The quick-n-dirty backup method I'd opted for was a simple `s3 sync --delete /<APPLICATION_HOME_DIR>/ s3://<BUCKET>/<FOLDER>`. It was a dead-simple way to "sweep" the contents of the directory /<APPLICATION_HOME_DIR>/ to S3. And, because S3's `sync` method defaults to incremental, the cron-managed backups were taking the same couple minutes each day that they were a year-plus ago.

Fun fact about S3 and its transfer performance: if the objects you're uploading have keys with high degrees of commonality, transfer performance will become abysmal.

You may be asking why I mention "keys" since I've not mentioned encryption. S3, being an object-based filesystem, doesn't have the hierarchical layout of legacy, host-oriented storage. If I take a file from a host-oriented storage and use the S3 CLI utility to copy that file via its fully-qualified pathname to S3, the object created in S3 will look like:

<FULLY>/<QUALIFIED>/<PATH>/<FILE>

Of the above, "<FILE>" is the object name stored in S3 while "<FULLY>/<QUALIFIED>/<PATH>" is the key for that file. If you have a few thousand objects with the same or sufficiently-similar "<FULLY>/<QUALIFIED>/<PATH>" values, you'll run into that "transfer performance will become abysmal" issue mentioned earlier.

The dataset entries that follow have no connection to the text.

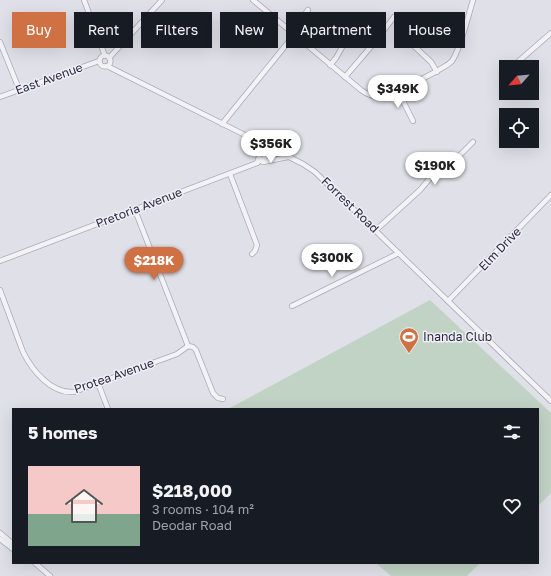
<!DOCTYPE html>
<meta charset="utf-8">
<style>
:root{--surface:#171b24;--page:#242831;--text:#f1f3f6;--muted:#9ea1a6;--line:#363941;--accent:#d07143}
body{margin:0;font-family:"Golos Text",sans-serif;background:var(--page);color:var(--text);height:100vh;display:flex;flex-direction:column;font-size:15px;white-space:nowrap}
*{box-sizing:border-box;margin:0}
p{font-size:13px;color:var(--muted)}
.icon{flex:none;width:22px;height:22px;fill:none;stroke:currentColor;stroke-width:2;stroke-linecap:round;stroke-linejoin:round}
.map{position:relative;flex:1;overflow:hidden}
.panel{position:absolute;left:12px;top:408px;width:527px;height:156px;display:flex;flex-direction:column;background:var(--surface);border-radius:0px;box-shadow:0 4px 16px #0002}
.panel>*{flex:none}
.guide{position:absolute;left:12px;top:12px;width:527px;height:36px;display:flex;gap:8px}
.needle{width:26px;rotate:243deg}
.tools{position:absolute;left:499px;top:60px;display:grid;gap:8px}
.tools a{display:grid;place-items:center;width:40px;height:40px;border-radius:0px;background:var(--surface);box-shadow:0 4px 16px #0002;font-size:20px}
.price{position:absolute;translate:-50% -34px;padding:0 9px;border-radius:14px;background:#fff;color:#222;font-size:13px;line-height:26px;filter:drop-shadow(0 1px 2px #0008)}
.price::after{content:'';position:absolute;left:50%;top:24px;width:12px;height:9px;margin-left:-6px;background:inherit;clip-path:polygon(0 0,100% 0,50% 100%)}
.price.selected{background:var(--accent);color:#fff}
ul{padding:0;list-style:none}
li{display:flex;align-items:center;gap:12px;height:100px;padding:0 16px}
li+li{border-top:1px solid var(--line)}
li span{display:grid;place-items:center;flex:none;width:112px;height:80px;border-radius:0px;color:#555}
li>.icon{margin-inline-start:auto}
span .icon{width:48px;height:48px;fill:#fffc;stroke-width:1}
li b{font-size:17px}
h2{display:flex;justify-content:space-between;align-items:center;height:48px;padding:0 16px;font-size:17px}
.pill{padding:0 14px;border-radius:0px;background:var(--surface);box-shadow:0 4px 16px #0002;font-size:14px;line-height:36px}
.pill.selected{background:var(--accent);color:#fff}
.map>svg:first-child{display:block}
</style>
<div class="map">
<svg width="551" height="576" viewBox="0 0 551 576">
<rect width="100%" height="100%" fill="#e0e0e9"/>
<g fill="#c1d3c5">
<polygon points="430,300 551,413 551,493 538,506 538,409 228,409"/>
<polygon points="376,563 480,563 467,576 391,576"/>
</g>
<g fill="none" stroke-linecap="round" stroke-linejoin="round">
<defs>
<g id="street">
<polyline points="84,0 105,56"/>
<path d="M 253,0 L 361,90 C 368,95 376,98 385,96 C 394,94 447,67 452,61 C 461,48 468,16 473,0"/>
<polyline points="291,32 308,10"/>
<polyline points="0,42 19,89"/>
<polyline points="414,46 431,62 437,72"/>
<circle cx="105" cy="61" r="5.5"/>
<polyline points="109,58 162,0"/>
<polyline points="330,65 336,58 350,33"/>
<polyline points="107,66 303,164 315,172 551,401"/>
<polyline points="512,67 551,33"/>
<polyline points="345,77 374,43 394,17"/>
<polyline points="398,91 413,121"/>
<polyline points="0,97 99,61"/>
<polyline points="222,124 294,35"/>
<polyline points="263,162 288,157"/>
<polyline points="257,163 260,154 258,141"/>
<polyline points="230,174 257,245 255,251 252,254"/>
<polyline points="135,210 188,346 193,347 196,350 213,393 218,398 223,399"/>
<polyline points="376,230 420,190 437,170 460,155 473,142"/>
<polyline points="0,261 257,163 275,150"/>
<path d="M 0,290 L 23,352 C 32,370 51,394 74,392 L 177,354 L 188,346"/>
<polyline points="448,301 551,195"/>
<polyline points="292,306 399,253"/>
<polyline points="98,383 108,409"/>
<polyline points="0,533 13,544"/>
<polyline points="0,539 13,549"/>
<polyline points="35,563 50,576"/>
</g>
</defs>
<use href="#street" stroke="#aaa9b6" stroke-width="6"/>
<use href="#street" stroke="#f3f2f7" stroke-width="4.5"/>
</g>
<defs>
<symbol id="stadium-pin" viewBox="-11 -11 22 30"><path d="M0 17L-7.5 6A9.5 9.5 0 1 1 7.5 6Z" fill="#d07143" stroke="#f0eff6"/><path d="M0-5a6.5 5 0 1 0 0 10a6.5 5 0 1 0 0-10ZM-3.5-1.8h7v3.6h-7Z" fill="#fff"/></symbol>
</defs>
<g fill-rule="evenodd">
<use href="#stadium-pin" x="398" y="326" width="22" height="30"/>
</g>
<g text-anchor="middle" stroke-width="3" stroke-linejoin="round" paint-order="stroke">
<g font-size="12" fill="#2b2840" stroke="#f0eff6">
<text transform="translate(49 79) rotate(-20)" y="4">East Avenue</text>
<text transform="translate(350 205) rotate(44)" y="4">Forrest Road</text>
<text transform="translate(139 208) rotate(-21)" y="4">Pretoria Avenue</text>
<text transform="translate(500 249) rotate(-46)" y="4">Elm Drive</text>
<text transform="translate(114 376) rotate(-19)" y="4">Protea Avenue</text>
</g>
<g font-size="12" fill="#2b2840" stroke="#f0eff6" text-anchor="start">
<text x="423" y="341">Inanda Club</text>
</g>
</g>
</svg>
<div class="tools">
<a><svg class="needle" viewBox="-14 -14 28 28"><path d="M0-13l5 13h-10z" fill="#e53935"/><path d="M0 13l5-13h-10z" fill="#9ea1a6"/></svg></a>
<a><svg class="icon" aria-label="locate" viewBox="0 0 24 24"><circle cx="12" cy="12" r="6"/><path d="M12 2v4M12 18v4M2 12h4M18 12h4"/></svg></a>
</div>
<b class="price" style="left:398px;top:109px">$349K</b>
<b class="price" style="left:271px;top:164px">$356K</b>
<b class="price" style="left:435px;top:186px">$190K</b>
<b class="price" style="left:332px;top:278px">$300K</b>
<b class="price selected" style="left:154px;top:281px">$218K</b>
<div class="guide">
<a class="pill selected">Buy</a>
<a class="pill">Rent</a>
<a class="pill">Filters</a>
<a class="pill">New</a>
<a class="pill">Apartment</a>
<a class="pill">House</a>
</div>
<section class="panel">
<h2>5 homes<svg class="icon" aria-label="filters" viewBox="0 0 24 24"><path d="M4 7h16M4 17h16"/><circle cx="9" cy="7" r="2"/><circle cx="15" cy="17" r="2"/></svg></h2>
<ul>
<li><span style="background:linear-gradient(#f6c9c9 60%,#7fa58c 0)"><svg class="icon" aria-label="home" viewBox="0 0 24 24"><path d="M3 11l9-7 9 7M6 9v11h12V9"/></svg></span><div><b>$218,000</b><p>3 rooms · 104 m²</p><p>Deodar Road</p></div><svg class="icon" aria-label="heart" viewBox="0 0 24 24"><path d="M12 20l-8-8c-3-5 5-10 8-4 3-6 11-1 8 4z"/></svg></li>
</ul>
</section>
</div>
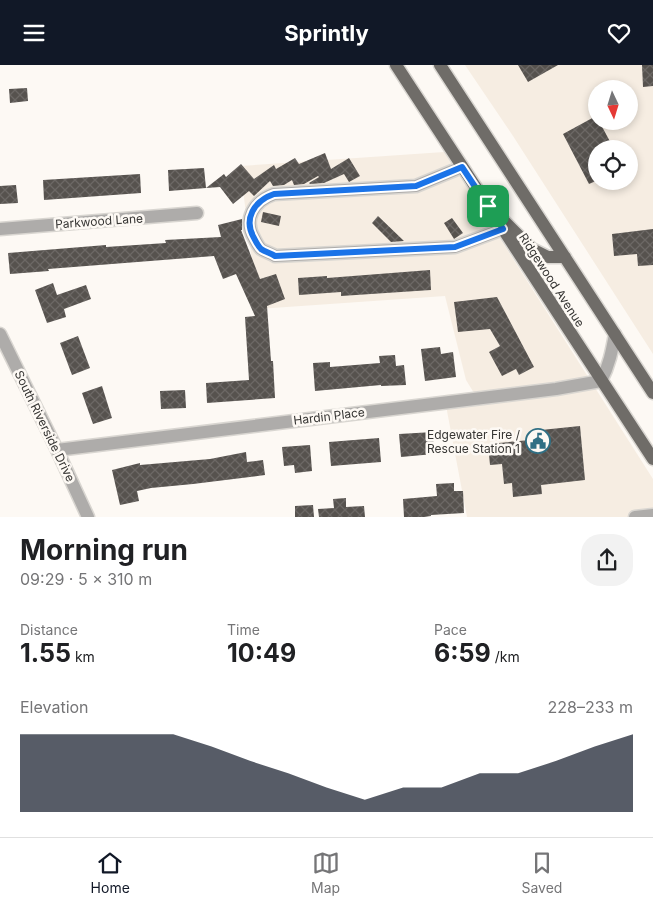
<!DOCTYPE html>
<meta charset="utf-8">
<style>
:root{--surface:#fff;--page:#f2f2f2;--text:#202124;--muted:#757577;--line:#e0e0e0;--accent:#111827}
body{margin:0;font-family:Inter,sans-serif;background:var(--page);color:var(--text);height:100vh;display:flex;flex-direction:column;font-size:19px;white-space:nowrap}
*{box-sizing:border-box;margin:0}
p{font-size:16px;color:var(--muted)}
.icon{flex:none;width:28px;height:28px;fill:none;stroke:currentColor;stroke-width:2;stroke-linecap:round;stroke-linejoin:round}
.map{position:relative;height:452px;overflow:hidden}
.details{display:flex;flex-direction:column;background:var(--surface);flex:1}
.details>*{flex:none}
.needle{width:32px;rotate:176deg}
.buttons{position:absolute;left:588px;top:15px;display:grid;gap:10px}
.buttons a{display:grid;place-items:center;width:50px;height:50px;border-radius:50%;background:var(--surface);box-shadow:0 2px 8px #0003;font-size:25px}
.pin{position:absolute;display:grid;place-items:center;width:42px;height:42px;color:#fff;margin:-21px;border-radius:10px;box-shadow:0 2px 8px #0006}
.round{display:grid;place-items:center;flex:none;width:52px;height:52px;border-radius:20px;background:var(--page)}
.head{display:flex;align-items:center;justify-content:space-between;height:85px;padding:0 20px}
h1{font-size:28px;font-weight:700;line-height:38px}
.stats{display:grid;grid-template-columns:repeat(3,1fr);gap:8px;height:85px;padding:5px 20px}
.stats div{display:grid;align-content:center}
.stats b{font-size:25px;font-weight:700}
.stats small{font-size:14px;font-weight:400}
.stats p{font-size:14px}
.chart{height:140px;padding:10px 20px}
.chart p{display:flex;justify-content:space-between}
.chart svg{width:100%;height:90px;margin-top:5px;fill:var(--accent);opacity:.7}
header{display:flex;justify-content:space-between;align-items:center;height:65px;padding:0 20px;background:var(--accent);color:#fff;font-size:22px;font-weight:700}
.menu{display:flex;justify-content:space-around;align-items:center;height:70px;border-top:1px solid var(--line);background:var(--surface);font-size:14px;color:var(--muted)}
.menu a{display:grid;justify-items:center;gap:2px}
.menu .active{color:var(--accent)}
.map>svg:first-child{display:block}
.built{fill:#f6ede2;fill-rule:evenodd}
.building{fill:url(#building-cross-hatch)}
.lines{fill:none;stroke-linecap:round;stroke-linejoin:round}
.minor-casing{stroke:#d9d6d1;stroke-width:15}
.major-casing{stroke:#d9d6d1;stroke-width:15}
.minor{stroke:#aeacaa;stroke-width:12}
.major{stroke:#6f6c68;stroke-width:12}
.route-casing{stroke:#fff;stroke-width:10}
.route{stroke:#1a73e8;stroke-width:6}
.labels{text-anchor:middle;dominant-baseline:central;stroke-width:5;stroke-linejoin:round;paint-order:stroke}
.street-label{font-size:12px;fill:#363533;stroke:#fdf9f4}
.poi-label{font-size:12px;fill:#363533;stroke:#fdf9f4;text-anchor:end}
</style>
<header><svg class="icon" aria-label="menu" viewBox="0 0 24 24"><path d="M4 6h16M4 12h16M4 18h16"/></svg>Sprintly<svg class="icon" aria-label="heart" viewBox="0 0 24 24"><path d="M12 20l-8-8c-3-5 5-10 8-4 3-6 11-1 8 4z"/></svg></header>
<div class="map">
<svg width="653" height="452" viewBox="0 0 653 452">
<defs>
<pattern id="building-cross-hatch" width="8" height="8" patternUnits="userSpaceOnUse" patternTransform="scale(1.25)"><rect width="8" height="8" fill="#56524e"/><path d="M0 0l8 8M0 8l8-8" fill="none" stroke="#6c6865"/></pattern>
</defs>
<rect width="100%" height="100%" fill="#fdf9f4"/>
<!-- built -->
<path class="built" d="M 465,0 L 653,0 L 653,289 L 513,71 ZM 596,24 L 629,24 L 629,56 L 596,56 ZM 596,84 L 629,84 L 629,116 L 596,116 Z
M 444,87 L 480,141 L 479,142 L 483,146 L 489,156 L 653,414 L 653,452 L 467,452 L 444,330 L 474,328 L 466,315 L 445,231 L 258,244 L 240,101 Z"/>
<!-- building -->
<path class="building" d="M 518,0 L 558,0 L 528,17 Z
M 642,0 L 653,0 L 653,21 L 643,22 Z
M 27,23 L 28,36 L 10,38 L 9,24 Z
M 596,51 L 596,56 L 599,56 L 614,84 L 596,84 L 596,116 L 589,119 L 563,69 Z
M 325,88 L 331,104 L 349,93 L 360,111 L 349,117 L 344,109 L 324,118 L 310,119 L 309,118 L 319,112 L 318,111 L 304,119 L 294,120 L 292,115 L 284,120 L 273,121 L 270,116 L 254,131 L 249,126 L 233,139 L 220,122 L 206,123 L 224,109 L 226,112 L 241,99 L 254,114 L 274,100 L 276,104 L 295,93 L 299,99 Z
M 204,103 L 206,123 L 169,126 L 168,105 Z
M 140,109 L 141,128 L 44,135 L 43,115 Z
M 16,120 L 18,138 L 0,139 L 0,121 Z
M 263,147 L 281,151 L 279,161 L 261,157 Z
M 378,151 L 404,176 L 391,177 L 372,158 Z
M 452,153 L 463,168 L 454,174 L 444,158 Z
M 242,154 L 242,165 L 241,165 L 260,214 L 276,209 L 285,234 L 267,241 L 271,296 L 273,296 L 275,333 L 207,338 L 206,318 L 249,315 L 245,252 L 255,251 L 236,209 L 223,214 L 214,191 L 48,204 L 49,206 L 10,209 L 8,188 L 106,180 L 106,182 L 166,178 L 165,175 L 221,172 L 218,160 Z
M 653,164 L 653,200 L 638,201 L 637,189 L 614,191 L 612,169 Z
M 430,205 L 431,225 L 341,231 L 341,227 L 299,230 L 298,213 L 327,211 L 327,213 Z
M 53,218 L 57,230 L 86,220 L 91,234 L 64,244 L 66,252 L 47,258 L 35,225 Z
M 497,232 L 534,302 L 519,310 L 516,304 L 502,311 L 489,287 L 500,281 L 490,264 L 458,267 L 454,237 Z
M 78,271 L 90,303 L 72,310 L 60,278 Z
M 440,282 L 441,289 L 453,287 L 456,312 L 425,316 L 421,284 Z
M 395,290 L 396,301 L 404,300 L 406,320 L 381,321 L 381,320 L 315,326 L 313,298 L 330,297 L 330,302 L 380,298 L 379,291 Z
M 102,321 L 112,353 L 93,359 L 82,328 Z
M 185,325 L 186,343 L 161,344 L 160,326 Z
M 580,361 L 585,415 L 541,420 L 542,429 L 513,432 L 512,418 L 504,419 L 502,399 L 490,400 L 488,379 L 541,374 L 541,365 Z
M 433,367 L 434,389 L 401,392 L 399,369 Z
M 379,373 L 381,397 L 331,401 L 329,377 Z
M 310,380 L 312,406 L 295,408 L 294,400 L 284,401 L 282,382 Z
M 246,387 L 247,397 L 263,395 L 265,410 L 193,419 L 151,423 L 137,426 L 139,436 L 120,440 L 112,405 L 140,398 L 140,400 L 210,394 Z
M 454,418 L 454,426 L 463,426 L 464,448 L 431,450 L 431,451 L 424,452 L 404,452 L 403,434 L 437,431 L 436,419 Z
M 346,433 L 346,442 L 364,441 L 365,452 L 319,452 L 318,444 L 334,443 L 333,434 Z
M 313,440 L 314,452 L 295,452 L 295,441 Z"/>
<g class="lines">
<defs>
<path id="minor" d="M 462,102 L 416,121 L 274,129 C 254,136 243,154 254,173 C 256,177 258,181 261,184 C 265,187 271,188 275,191 L 455,182 L 503,164
M 0,164 L 197,148
M 0,269 L 57,385 L 88,452
M 57,385 L 556,324 L 601,316 C 609,301 612,286 615,269
M 635,452 L 653,450"/>
<path id="major" d="M 396,0 L 653,394
M 440,0 L 653,328
M 503,155 L 532,184 L 548,192 L 565,192"/>
</defs>
<!-- minor casing -->
<use href="#minor" class="minor-casing"/>
<!-- major casing -->
<use href="#major" class="major-casing"/>
<!-- minor -->
<use href="#minor" class="minor"/>
<!-- major -->
<use href="#major" class="major"/>
</g>
<g class="lines">
<defs>
<path id="route" d="M 462,102 L 503,164 L 455,182 L 275,191 C 271,188 265,187 261,184 C 258,181 256,177 254,173 C 243,154 254,136 274,129 L 416,121 Z"/>
</defs>
<!-- route casing -->
<use href="#route" class="route-casing"/>
<!-- route -->
<use href="#route" class="route"/>
</g>
<!-- icons -->
<defs>
<symbol id="civic-ring" viewBox="-11 -11 22 22"><circle r="9.5" fill="#fdf9f4" stroke="#306f84" stroke-width="1.5"/><path d="M-.6-6.5H3V-4.5H.6V-3L4-1V1h2V6H-6V1h2V-1L-.6-3ZM-1.2 2.5V6h2.4V2.5Z" fill="#306f84"/></symbol>
</defs>
<g fill-rule="evenodd">
<use href="#civic-ring" x="524" y="362" width="28" height="28"/>
</g>
<g class="labels">
<!-- street labels -->
<g class="street-label">
<text transform="translate(99 156) rotate(-4)">Parkwood Lane</text>
<text transform="translate(552 215) rotate(57)">Ridgewood Avenue</text>
<text transform="translate(329 351) rotate(-7)">Hardin Place</text>
<text transform="translate(45 361) rotate(64)">South Riverside Drive</text>
</g>
<!-- poi labels -->
<g class="poi-label">
<text x="520" y="369">Edgewater Fire /<tspan x="520" dy="14">Rescue Station 1</tspan></text>
</g>
</g>
</svg>
<div class="buttons">
<a><svg class="needle" viewBox="-14 -14 28 28"><path d="M0-13l5 13h-10z" fill="#e53935"/><path d="M0 13l5-13h-10z" fill="#757577"/></svg></a>
<a><svg class="icon" aria-label="locate" viewBox="0 0 24 24"><circle cx="12" cy="12" r="6"/><path d="M12 2v4M12 18v4M2 12h4M18 12h4"/></svg></a>
</div>
<div class="pin" style="left:488px;top:141px;background:#1e9e55"><svg class="icon" aria-label="arrive" viewBox="0 0 24 24"><path d="M6 21V4h12l-3 4 3 4H6"/></svg></div>
</div>
<section class="details">
<div class="head"><div><h1>Morning run</h1><p>09:29 · 5 × 310 m</p></div><a class="round"><svg class="icon" aria-label="share" viewBox="0 0 24 24"><path d="M12 15V3M7 8l5-5 5 5M5 13v7h14v-7"/></svg></a></div>
<div class="stats">
<div><p>Distance</p><b>1.55<small> km</small></b></div>
<div><p>Time</p><b>10:49</b></div>
<div><p>Pace</p><b>6:59<small> /km</small></b></div>
</div>
<div class="chart"><p><span>Elevation</span>228–233 m</p>
<svg viewBox="0 0 160 44" preserveAspectRatio="none"><path d="M0 44V6L10 6L20 6L30 6L40 6L50 12L60 19L70 25L80 32L90 38L100 32L110 32L120 25L130 25L140 19L150 12L160 6V44z"/></svg>
</div>
</section>
<nav class="menu">
<a class="active"><svg class="icon" aria-label="home" viewBox="0 0 24 24"><path d="M3 11l9-7 9 7M6 9v11h12V9"/></svg>Home</a>
<a><svg class="icon" aria-label="map" viewBox="0 0 24 24"><path d="M3 6l6-2 6 2 6-2v14l-6 2-6-2-6 2zM9 4v14M15 6v14"/></svg>Map</a>
<a><svg class="icon" aria-label="saved" viewBox="0 0 24 24"><path d="M7 4h10v16l-5-4-5 4z"/></svg>Saved</a>
</nav>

We very definitely did run into that problem. HARD. The dataset in question is (currently) a skosh less than 11GiB in size. The instance being backed up has an expected througput of about 0.45Gbps of sustained network throughput. So, we were expecting that dataset to take only a couple minutes to transfer. However, as noted above, it was taking 35+ minutes to do so.

So, how to fix? One of the easier methods is to stream your backups to a single file. I quick series of benchmarking-runs showed that doing so cut that transfer from over 35 minutes to under five minutes. Similarly, were one to iterate over all the files in the dataset, and individually copying the files into S3 using either randomize filenames (and setting the "real" fully-qualified-path as an attribute/tag of the file) or simply reversing the path-name (doing something like `S3NAME=$( echo "${REAL_PATHNAME} | perl -lne 'print join "/", reverse split/\//;')`) and storing that then your performance goes up dramatically.

I'll likely end up doing one of those three methods ...once I have enough contiguous time to allocate to re-engineering the backup and restore/rebuild methods.